The Lives of Animals: Lesson Set 3 – Fact as Fiction
Information to Teachers
It is assumed that students have read the text prior to completing the suggested activities.
In this lesson, students will consider the role of literature and how it can be used to explore real-world concerns. Students will analyse poetry, discuss metafiction, and reflect on the issue of animals in captivity. This lesson draws on a number of fiction and nonfiction texts and encourages students to re-evaluate their understanding of these genres.
50-100 minutes or 1-2 lessons.
- Coetzee, J.M. The Lives of Animals. Princeton, Princeton University Press, 1999.
- Dolphins in Captivity resources
- Glossary (selected words appear in bold)
- De Botton, Alain. ‘What is Literature for?’. The School of Life, 2014, youtube.com.
- Ethics Guide, ‘Animals used for Entertainment’. BBC, 2014, bbc.co.uk.
- Hughes, Ted. ‘The Jaguar’ The Hawk in the Rain. London: Faber & Faber, 1957.
- Hughes, Ted. ‘Second Glance at a Jaguar’. Wodwo. London: Faber and Faber, 1967.
- Kennedy, Patrick. ‘An Introduction to Metafiction.’ ThoughtCo, 2020, thoughtco.com.
- Rainer Maria. ‘The Panther’. The Selected Poetry of Rainer Maria Rilke: Bilingual Edition (English and German Edition). Edited and translated by Stephen Mitchell, Vintage – Random House, 1989.
- The Nonhuman Rights Project, www.nonhumanrights.org
- To what extent can literature be used to explore local and/or global concerns?
- How powerful is fiction in raising awareness of the plight of animals?
Suggested Learning Activities
1.PRE-TEST / STARTER
Hold a class discussion on the following questions. Or, get students to complete this as a written task to test prior knowledge.
- What is literature? What makes a text a work of literature as opposed to a work of fiction?
- What is the canon? Do you think The Lives of Animals should be added to the Western canon? Why/Why not?
- Are fiction and non-fiction texts types of literature?
- What is the role/s of fiction/non-fiction texts?
- Coetzee uses intertextuality – explain this technique.
- What is metafiction, give examples if possible.
- Read “An Introduction to Metafiction” by Patrick Kennedy.
- How does The Lives of Animals fit this genre?
- Watch ‘What is Literature for?’ from the School of Life.
In the second half of the novella, Costello gives another lecture – this time to the Appleton College English Department. She titles it: ‘The Poets and the Animals.’
a) Re-read pp. 50-53.
b) Instruct students to read the poems referred to in the text. This could be done as a class, in small reading groups, or independently.
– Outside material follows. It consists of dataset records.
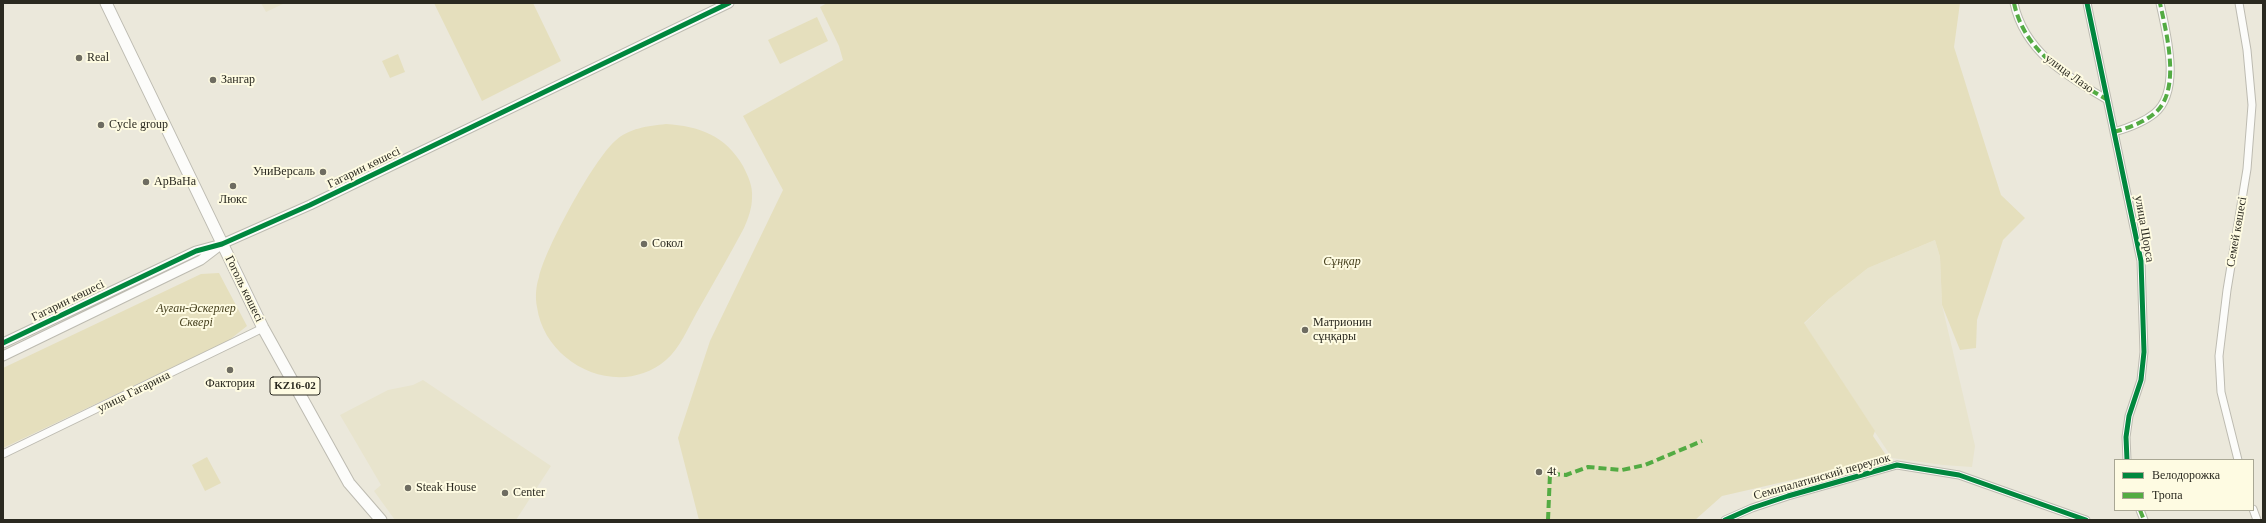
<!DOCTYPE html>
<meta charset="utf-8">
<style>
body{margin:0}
#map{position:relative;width:2266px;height:523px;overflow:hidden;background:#ebe8db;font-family:Georgia,serif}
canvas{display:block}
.frame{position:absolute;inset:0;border:4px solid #2a2920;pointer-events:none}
.legend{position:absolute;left:2114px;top:459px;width:140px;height:52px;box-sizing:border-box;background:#fefbe2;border:1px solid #a9a794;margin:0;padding:5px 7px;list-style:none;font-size:12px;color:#2a2920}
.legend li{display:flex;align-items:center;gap:8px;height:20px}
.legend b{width:20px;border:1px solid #a9a794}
</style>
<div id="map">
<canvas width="2266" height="523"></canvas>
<div class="frame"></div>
<ul class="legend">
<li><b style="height:5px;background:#00873e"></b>Велодорожка</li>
<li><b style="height:5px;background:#53ab43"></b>Тропа</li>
</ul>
</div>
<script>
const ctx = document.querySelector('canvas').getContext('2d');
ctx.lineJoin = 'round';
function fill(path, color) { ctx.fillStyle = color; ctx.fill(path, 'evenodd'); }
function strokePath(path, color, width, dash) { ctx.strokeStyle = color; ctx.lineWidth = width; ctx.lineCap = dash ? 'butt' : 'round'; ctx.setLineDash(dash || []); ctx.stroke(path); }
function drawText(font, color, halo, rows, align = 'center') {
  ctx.font = font + ' Georgia,serif'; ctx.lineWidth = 4; ctx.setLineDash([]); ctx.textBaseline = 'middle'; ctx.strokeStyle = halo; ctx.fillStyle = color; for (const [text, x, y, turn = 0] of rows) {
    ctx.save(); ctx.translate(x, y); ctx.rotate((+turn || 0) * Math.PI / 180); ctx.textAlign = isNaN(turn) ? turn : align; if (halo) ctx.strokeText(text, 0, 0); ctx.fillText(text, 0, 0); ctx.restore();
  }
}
fill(new Path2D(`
 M261 3H285L266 12Z
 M1935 240 1940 257 1942 305 1975 446 1972 467 1943 465 1892 458 1804 324 1829 299 1868 268Z
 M423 380 551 466 516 520H395L374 491 381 485 340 415 388 390 413 385Z`), '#e8e4cd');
fill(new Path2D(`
 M434 3H533L561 61 482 101Z
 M827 3H1960L1954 47 2001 195 2025 218 2003 240 1977 320 1976 348 1960 350 1942 305 1940 257 1935 240 1868 268 1829 299 1804 323 1875 431 1873 436 1888 458 1722 496 1695 520H699L678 438 710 341 783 190 743 116 843 60 839 46 820 7Z
 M817 17 828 41 780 64 768 40Z
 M398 54 405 72 390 78 382 61Z
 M666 124C699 126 726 136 743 166 748 176 753 186 752 198 752 208 748 219 744 228 729 256 713 284 697 312 688 328 680 348 666 360 619 400 545 365 537 307 535 297 536 286 539 277 546 247 593 161 615 141 629 128 648 126 666 124Z
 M219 273 247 326 228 341 3 448V368L201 274Z
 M207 457 221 483 205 491 192 465Z`), '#e5dfbd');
const minor = new Path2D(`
 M2014 3C2024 51 2066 76 2106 99
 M2087 3 2141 261 2144 352 2141 380 2129 416 2126 437 2127 460
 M2114 132C2128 128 2143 123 2155 113 2182 90 2166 32 2160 3
 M3 454 263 328
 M2238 460 2221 392 2219 356 2227 290 2247 169 2252 105 2247 50 2239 3
 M2253 509 2257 520
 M2140 510 2144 520
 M1725 520 1752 508 1788 496 1897 465 1959 475 2086 520`);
const tertiary = new Path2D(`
 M3 343 196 251 222 244 310 205 729 3
 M3 356 201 260 218 247`);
const primary = new Path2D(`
 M106 3 263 328 349 483 381 520`);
strokePath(minor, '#bdbbb1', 9);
strokePath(tertiary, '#bdbbb1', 11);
strokePath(primary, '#bdbbb1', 13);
strokePath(minor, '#fcfcfa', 7);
strokePath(tertiary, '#fcfcfa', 9);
strokePath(primary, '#fcfcfa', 11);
strokePath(new Path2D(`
 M2014 3C2024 51 2066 76 2106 99
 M2114 132C2128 128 2143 123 2155 113 2182 90 2166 32 2160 3
 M2140 510 2144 520
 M1548 520 1550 474 1566 475 1588 467 1622 470 1645 465 1702 441`), '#53ab43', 4, [8, 4]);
strokePath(new Path2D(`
 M2087 3 2141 261 2144 352 2141 380 2129 416 2126 437 2127 460
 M3 343 196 251 222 244 310 205 729 3
 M1725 520 1752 508 1788 496 1897 465 1959 475 2086 520`), '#00873e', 5);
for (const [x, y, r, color] of [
 [79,58,4,"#6e6c61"],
 [213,80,4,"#6e6c61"],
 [101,125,4,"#6e6c61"],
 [323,172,4,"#6e6c61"],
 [146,182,4,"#6e6c61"],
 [233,186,4,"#6e6c61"],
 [644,244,4,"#6e6c61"],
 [1305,330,4,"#6e6c61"],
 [230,370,4,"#6e6c61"],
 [1539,472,4,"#6e6c61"],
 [408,488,4,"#6e6c61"],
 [505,493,4,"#6e6c61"]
]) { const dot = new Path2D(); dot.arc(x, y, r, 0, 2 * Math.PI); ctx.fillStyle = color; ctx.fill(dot); strokePath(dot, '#fefbe2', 1.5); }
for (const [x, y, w] of [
 [295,386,50]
]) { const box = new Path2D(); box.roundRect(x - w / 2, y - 9, w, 18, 3); ctx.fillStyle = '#fefbe2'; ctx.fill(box); strokePath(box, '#2a2920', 1); }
drawText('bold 11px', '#2a2920', null, [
 ["KZ16-02",295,386]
]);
drawText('12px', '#2a2920', '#fefbe2', [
 ["Real",87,58],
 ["Зангар",221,80],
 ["Cycle group",109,125],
 ["УниВерсаль",315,172,"right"],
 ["АрВаНа",154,182],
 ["Люкс",233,200,"center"],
 ["Сокол",652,244],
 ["Матрионин",1313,323],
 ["сұңқары",1313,337],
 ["Фактория",230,384,"center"],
 ["4t",1547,472],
 ["Steak House",416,488],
 ["Center",513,493]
], 'left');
drawText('12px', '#2a2920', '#fefbe2', [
 ["улица Лазо",2069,74,36],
 ["Гагарин көшесі",364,168,-26],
 ["улица Щорса",2144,229,80],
 ["Семей көшесі",2237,232,-80],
 ["Гоголь көшесі",244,289,64],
 ["Гагарин көшесі",68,301,-26],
 ["улица Гагарина",134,392,-26],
 ["Семипалатинский переулок",1822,477,-16]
]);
drawText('italic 12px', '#47411e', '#fefbe2', [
 ["Сұңқар",1342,262],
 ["Ауған-Әскерлер",196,309],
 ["Сквері",196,323]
]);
</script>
- The Panther by Rainer Maria Rilke.
- The Jaguar by Ted Hughes.
- Second Glance at a Jaguar by Ted Hughes. (Optional)
c) Annotate the poems.
Ask students to consider the following points for each poem and annotate accordingly:
- What is happening in the poem? Write 1-2 sentences to explain.
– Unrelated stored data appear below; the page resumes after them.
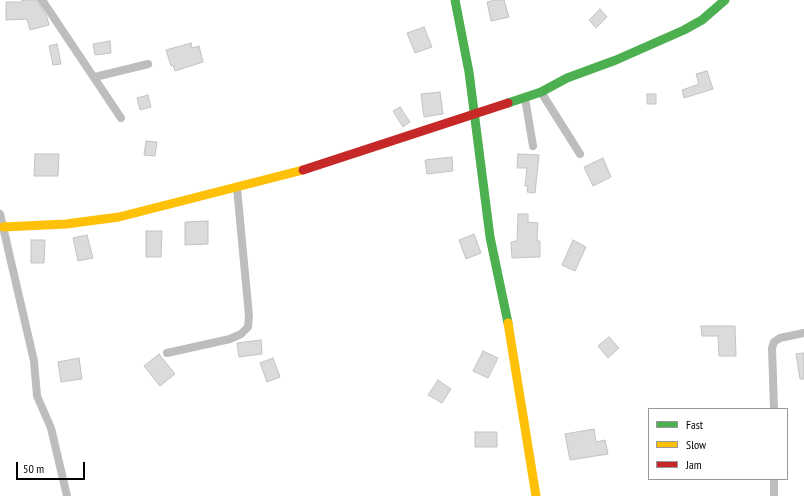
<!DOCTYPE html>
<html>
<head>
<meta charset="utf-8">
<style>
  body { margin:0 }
  #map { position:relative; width:804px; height:496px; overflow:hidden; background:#fff; font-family:"PT Sans Narrow",sans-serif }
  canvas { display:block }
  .legend { position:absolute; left:648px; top:408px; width:140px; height:72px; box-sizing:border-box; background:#fff; border:1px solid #999; margin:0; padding:5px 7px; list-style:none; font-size:12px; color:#000 }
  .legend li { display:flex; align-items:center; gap:8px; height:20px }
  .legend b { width:20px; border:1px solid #999 }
  .scale { position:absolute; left:16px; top:462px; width:69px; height:18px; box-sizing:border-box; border:2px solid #000; border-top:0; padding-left:5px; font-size:12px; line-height:14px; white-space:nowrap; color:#000; -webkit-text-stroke:3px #fff; paint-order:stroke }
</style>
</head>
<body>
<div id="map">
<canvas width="804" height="496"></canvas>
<ul class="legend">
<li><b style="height:5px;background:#4caf50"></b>Fast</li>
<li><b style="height:5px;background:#ffc107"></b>Slow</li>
<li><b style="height:5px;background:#c62828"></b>Jam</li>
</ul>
<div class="scale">50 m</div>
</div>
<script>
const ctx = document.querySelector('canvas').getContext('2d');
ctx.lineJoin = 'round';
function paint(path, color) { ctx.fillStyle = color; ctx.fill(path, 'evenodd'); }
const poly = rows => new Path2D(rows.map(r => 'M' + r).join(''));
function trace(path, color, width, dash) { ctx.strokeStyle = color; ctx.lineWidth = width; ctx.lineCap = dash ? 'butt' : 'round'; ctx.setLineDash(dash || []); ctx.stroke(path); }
const building = poly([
  [22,0,37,0,47,17,49,25,30,30,27,19,6,20,6,2,22,2,22,0],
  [495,0,504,0,509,17,491,21,487,2,495,0],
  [600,9,607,17,596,28,589,20,600,9],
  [424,27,432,47,415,53,407,33,424,27],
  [110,41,111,53,95,55,93,44,110,41],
  [191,43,192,48,199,46,203,62,175,71,173,65,171,66,166,50,191,43],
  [57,44,61,64,53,65,49,46,57,44],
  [707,71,713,89,684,98,682,90,699,84,696,74,707,71],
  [440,92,443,114,424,117,421,94,440,92],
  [647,94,656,94,656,104,647,104,647,94],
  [148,95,151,107,140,110,137,98,148,95],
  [400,107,410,122,403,127,393,111,400,107],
  [146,141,157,142,155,156,144,155,146,141],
  [35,154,59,154,58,176,34,176,35,154],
  [518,154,539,155,535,193,527,192,528,186,525,186,527,168,517,168,518,154],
  [452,157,453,171,427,174,425,160,452,157],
  [603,158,611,177,593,186,584,167,603,158],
  [518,214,528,214,528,222,538,223,537,241,540,241,540,257,512,258,511,242,517,241,518,214],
  [208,221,208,244,185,245,185,222,208,221],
  [146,231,162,231,161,257,146,257,146,231],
  [474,234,481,253,466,259,459,240,474,234],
  [87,235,93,258,78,261,73,238,87,235],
  [31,240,45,240,44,263,31,263,31,240],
  [573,240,586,247,575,271,562,265,573,240],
  [701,326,735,326,736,356,719,356,718,336,702,336,701,326],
  [609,337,619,348,608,358,598,346,609,337],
  [261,340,262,354,239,357,237,343,261,340],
  [483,351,498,358,488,378,473,371,483,351],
  [804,353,804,379,800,379,796,354,804,353],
  [159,354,175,374,160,386,144,366,159,354],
  [79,358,82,379,61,382,58,362,79,358],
  [273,358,280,377,267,382,260,363,273,358],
  [438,380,451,389,442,403,428,395,438,380],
  [594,429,596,442,605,440,608,454,570,460,565,434,594,429],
  [475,432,497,432,497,447,475,447,475,432]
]);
paint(building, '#dbdbdb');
trace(building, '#c3c3c3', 1);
trace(poly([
  [42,0,121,118],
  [95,77,148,64],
  [541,92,580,154],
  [525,98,533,146],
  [0,214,34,361,37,396,51,428,67,496],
  [167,353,230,339,241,334,248,327,249,316,237,188],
  [774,409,772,348,774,342,780,338,804,333],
  [774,479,774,496]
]), '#bdbdbd', 8);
trace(poly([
  [455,0,469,72,490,237,508,323],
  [508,103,541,92,567,78,616,60,684,30,702,20,725,0]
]), '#4caf50', 9);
trace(poly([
  [3,227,66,224,119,217,303,170],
  [508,323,536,496]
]), '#ffc107', 9);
trace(poly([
  [303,170,508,103]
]), '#c62828', 9);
</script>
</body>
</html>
- How does the poem make you feel? What did you enjoy about it and why?
- Comment on the form/structure.
- What poetic techniques are used? (e.g. rhyme, alliteration, metaphors/comparative techniques, symbolism, caesura, enjambment etc.)
- What does the poem suggest about keeping animals in captivity?
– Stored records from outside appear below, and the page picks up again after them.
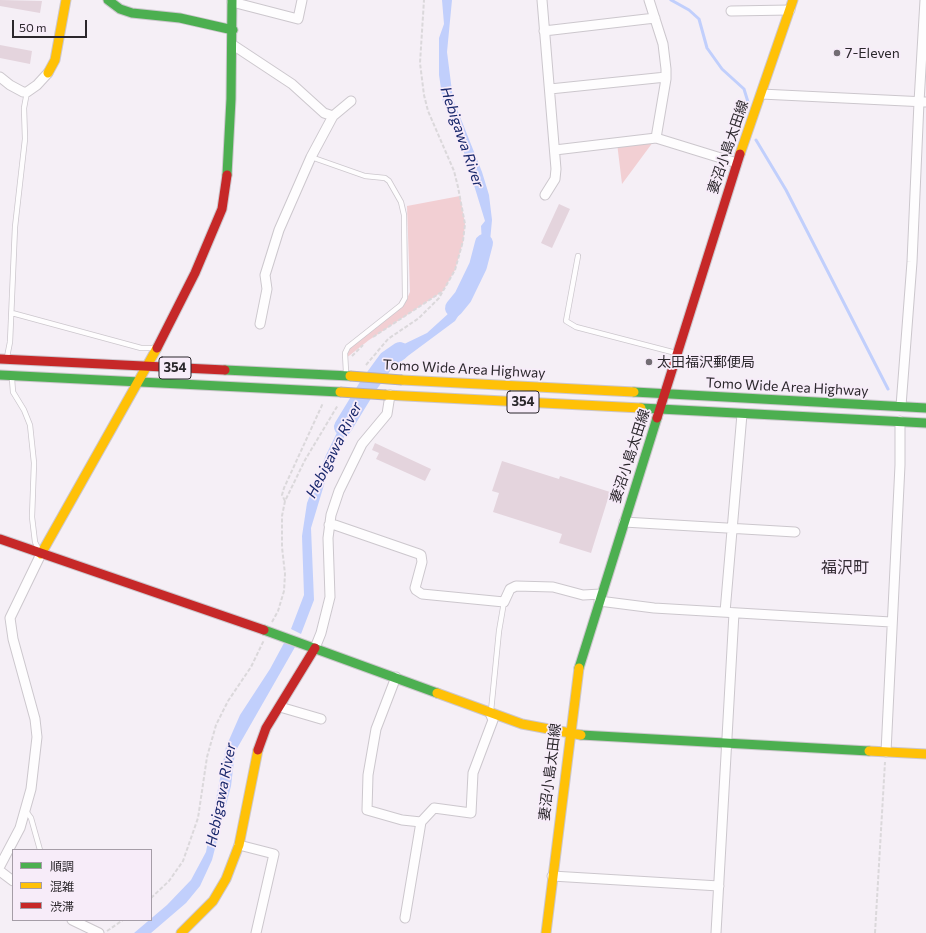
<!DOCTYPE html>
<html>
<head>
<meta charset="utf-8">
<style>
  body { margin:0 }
  #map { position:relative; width:926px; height:933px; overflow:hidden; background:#f5eff6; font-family:Commissioner,"Noto Sans JP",sans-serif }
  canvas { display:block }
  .legend { position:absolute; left:12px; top:849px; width:140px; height:72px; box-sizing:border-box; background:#f7ecf9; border:1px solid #a59da7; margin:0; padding:5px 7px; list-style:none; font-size:12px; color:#2b272c }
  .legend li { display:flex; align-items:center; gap:8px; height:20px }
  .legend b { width:20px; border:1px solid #a59da7 }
  .scale { position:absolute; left:12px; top:20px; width:75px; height:18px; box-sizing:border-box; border:2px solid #2b272c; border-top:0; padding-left:5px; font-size:12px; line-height:14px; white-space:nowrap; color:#2b272c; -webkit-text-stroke:3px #f7ecf9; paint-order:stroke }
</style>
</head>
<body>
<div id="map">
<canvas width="926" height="933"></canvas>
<ul class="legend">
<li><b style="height:5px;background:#4caf50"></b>順調</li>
<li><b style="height:5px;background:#ffc107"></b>混雑</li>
<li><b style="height:5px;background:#c62828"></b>渋滞</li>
</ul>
<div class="scale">50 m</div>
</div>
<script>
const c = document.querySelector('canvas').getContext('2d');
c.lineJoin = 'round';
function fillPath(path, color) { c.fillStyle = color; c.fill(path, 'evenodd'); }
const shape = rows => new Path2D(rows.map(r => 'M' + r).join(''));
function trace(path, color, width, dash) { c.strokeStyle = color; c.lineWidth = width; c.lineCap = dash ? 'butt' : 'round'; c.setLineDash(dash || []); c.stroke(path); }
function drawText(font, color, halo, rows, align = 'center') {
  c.font = font + ' Commissioner,"Noto Sans JP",sans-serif'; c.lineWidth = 3.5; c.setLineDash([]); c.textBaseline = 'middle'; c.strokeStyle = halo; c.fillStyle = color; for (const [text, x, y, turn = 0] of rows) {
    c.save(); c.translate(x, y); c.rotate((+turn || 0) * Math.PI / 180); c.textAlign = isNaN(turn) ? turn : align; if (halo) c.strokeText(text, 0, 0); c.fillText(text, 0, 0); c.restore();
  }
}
fillPath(shape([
  [656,138,622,184,617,143],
  [460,196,465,224,463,242,455,270,443,291,369,340,345,359,348,347,404,305,410,292,407,206]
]), '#f2cfd3');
fillPath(shape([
  [442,0,452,0,447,52,453,99,482,172,489,195,492,220,489,252,480,282,455,321,393,367,374,366,400,346,427,333,449,313,468,287,478,266,482,243,481,226,485,221,462,146,443,102,439,75,439,38,444,24],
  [350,406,359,407,330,465,311,528,314,600,301,634,291,629,304,595,302,536,307,503,326,455],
  [284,643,295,647,235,752,231,786,212,860,200,886,186,903,151,933,134,933,167,905,191,880,206,852,226,747,240,715,270,669]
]), '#c1cffc');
trace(shape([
  [671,0,689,10,699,19,707,48,722,69,744,89,748,102,738,129],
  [756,140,786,190,888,389]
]), '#c1cffc', 3);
trace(shape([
  [454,308,463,297,478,266,484,243],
  [343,427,368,386,387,360,400,351]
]), '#c1cffc', 18);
fillPath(shape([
  [0,0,42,1,40,13,0,6],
  [0,45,32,51,30,64,0,58],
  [559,204,570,209,552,248,541,243],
  [375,443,431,469,425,481,376,459,379,453,372,450],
  [502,461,559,479,560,476,610,492,591,553,559,543,562,534,493,512,499,493,492,491]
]), '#e4d4dd');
const lane = shape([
  [311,157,365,176,385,178,389,181,401,202,404,215,405,298,401,305,348,347,345,353,346,372],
  [578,256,566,321,576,327,676,353],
  [12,313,141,348,155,348],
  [7,357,10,342,15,227,25,139,24,108,27,92],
  [12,379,13,392,24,410,30,425,34,463,32,517,35,542,39,550],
  [491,711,499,631,504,602],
  [26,811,31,818,40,850]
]);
const street = shape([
  [542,0,556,169,555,179,545,195],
  [649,0,663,44,666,69,666,79,656,138],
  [232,2,298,19,302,0],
  [731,11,790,10],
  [544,31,655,18],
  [233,45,292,84,324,113,333,116],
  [0,77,10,85,23,92,27,92,37,85,48,73],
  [550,89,666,77],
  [761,94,926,102],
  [555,150,656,138,737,163],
  [260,324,267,289,265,275,279,230,311,157,333,116,351,101],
  [901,406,912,262,919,102,925,0],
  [624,522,795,532],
  [329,525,335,525,419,554,421,555,422,562,415,588,416,590,422,594,504,602,510,589,516,586,553,587,583,595,601,594],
  [599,601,654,608,891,622],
  [725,612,742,414],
  [315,648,321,633,330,597,328,538,331,515,339,491,362,444,387,414,390,395],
  [396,677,376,729,368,775,367,810,402,820,421,822],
  [280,707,321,719],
  [886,752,900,465,900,421],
  [239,845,274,854,256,933],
  [0,866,20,828,31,789,37,737,35,719,13,639,10,618,41,554],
  [0,871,13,881],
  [552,876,719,886],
  [405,918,421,822,434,808,471,813,473,773,493,720,490,713],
  [72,920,99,933],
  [716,933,734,613]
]);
const fast = shape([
  [108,0,120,9,132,13,180,18,233,30],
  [227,175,231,99,232,0],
  [225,370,350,376],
  [0,375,340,392],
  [634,392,926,408],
  [641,408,926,423],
  [264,630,437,693],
  [579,668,657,418],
  [581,735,869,751]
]);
const slow = shape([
  [48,73,55,60,66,0],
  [740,154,793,0],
  [402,380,634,392],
  [386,395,641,408],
  [41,554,157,348],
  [437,693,522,724,581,735],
  [869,751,926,754],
  [181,933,213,901,226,879,239,845,258,750],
  [546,933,579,668]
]);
const jam = shape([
  [157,348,195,273,222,209,227,175],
  [0,359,225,370],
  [657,418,740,154],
  [0,539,264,630],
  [258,750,266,728,315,648]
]);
trace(lane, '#ccc7cd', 6);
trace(street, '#ccc7cd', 11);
trace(fast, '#ccc7cd', 11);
trace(slow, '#ccc7cd', 11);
trace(jam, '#ccc7cd', 11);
trace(shape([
  [373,337,443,291],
  [352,356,363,345],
  [366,365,388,339,419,318,439,298,455,270,463,241,465,224,458,187,454,171,428,111,424,95,420,63,424,0],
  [285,501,282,495,284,488,323,403],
  [272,622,278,611,284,591,285,574,282,547,282,516,285,501,305,460,338,405],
  [151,898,169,881,183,861,198,818,207,757,216,725,228,701,251,667,264,640],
  [107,931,123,920],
  [875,933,885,762]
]), '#dbd8db', 2, [4, 2]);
trace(lane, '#fefdfe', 4.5);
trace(street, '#fefdfe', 9);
trace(fast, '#4caf50', 9);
trace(slow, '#ffc107', 9);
trace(jam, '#c62828', 9);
const slowBridge = shape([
  [350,376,402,380],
  [340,392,386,395]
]);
trace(slowBridge, '#b3aebb', 11, []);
trace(slowBridge, '#ffc107', 9);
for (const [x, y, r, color] of [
  [837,53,4,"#726d73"],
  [649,362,4,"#726d73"]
]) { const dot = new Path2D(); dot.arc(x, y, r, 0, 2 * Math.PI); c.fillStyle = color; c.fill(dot); trace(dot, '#f7ecf9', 1.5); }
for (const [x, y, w] of [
  [175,368,32],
  [523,402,32]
]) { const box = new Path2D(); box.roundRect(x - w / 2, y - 11, w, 22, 3); c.fillStyle = '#f7ecf9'; c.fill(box); trace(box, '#2b272c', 1); }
drawText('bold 13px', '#2b272c', null, [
  ["354",175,368],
  ["354",523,402]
]);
drawText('14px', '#2b272c', '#f7ecf9', [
  ["7-Eleven",845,53],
  ["太田福沢郵便局",657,362]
], 'left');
drawText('14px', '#2b272c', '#f7ecf9', [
  ["妻沼小島太田線",728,147,-71],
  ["Tomo Wide Area Highway",464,369,3],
  ["Tomo Wide Area Highway",787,387,3],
  ["妻沼小島太田線",630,456,-72],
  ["妻沼小島太田線",550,772,-83]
]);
drawText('italic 15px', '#19286c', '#f7ecf9', [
  ["Hebigawa River",462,137,71],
  ["Hebigawa River",334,450,-63],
  ["Hebigawa River",221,795,-79]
]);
drawText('16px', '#342c35', '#f7ecf9', [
  ["福沢町",845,568]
]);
</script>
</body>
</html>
- What other interpretations are evident?
Collate and clarify responses to the following quotations/statements on a whiteboard or in a shared document such as Google Docs.
- Costello explains, “The poems ask us to imagine our way into that way of moving, to inhabit that body.” (Pg. 51).
- How do you feel about this statement? Does the poem allow you to imagine your way into the body of the jaguar? If so, how does it feel? Do you think the poem accurately captures how the jaguar might be feeling – why/why not?
- Costello comments that this is “poetry that does not try to find an idea in the animal, that is not about the animal, but is instead the record of an engagement with him”. (Pg. 51).
- Use this quotation as a launch pad for discussing perspectives. Can we ever really ‘see’ from an animal’s point of view?
Encourage students to support their ideas with specific evidence from the poem/s or novella.
In pairs, ask students to share their ideas and opinions on how literature can be used to understand situations faced by animals, in this case; captivity.
How does what these poems portray relate to their own understanding and experiences of zoos?
Some sources that could be used to guide students:
- The Nonhuman Rights Project. Hint: read about their clients.
- Animals Used for Entertainment.
- Dolphins in Captivity – Voiceless video and other resources.
Instruct students to write a 250-word reflection on ONE of the inquiry questions below:
- To what extent can literature be used to explore local or global concerns?
- How powerful is fiction in raising awareness about the plight of animals?
Students to compose their own poem which draws on one or more of the topics/issues covered in this lesson.
Encourage students to use a range of poetic devices and consider form and structure when writing.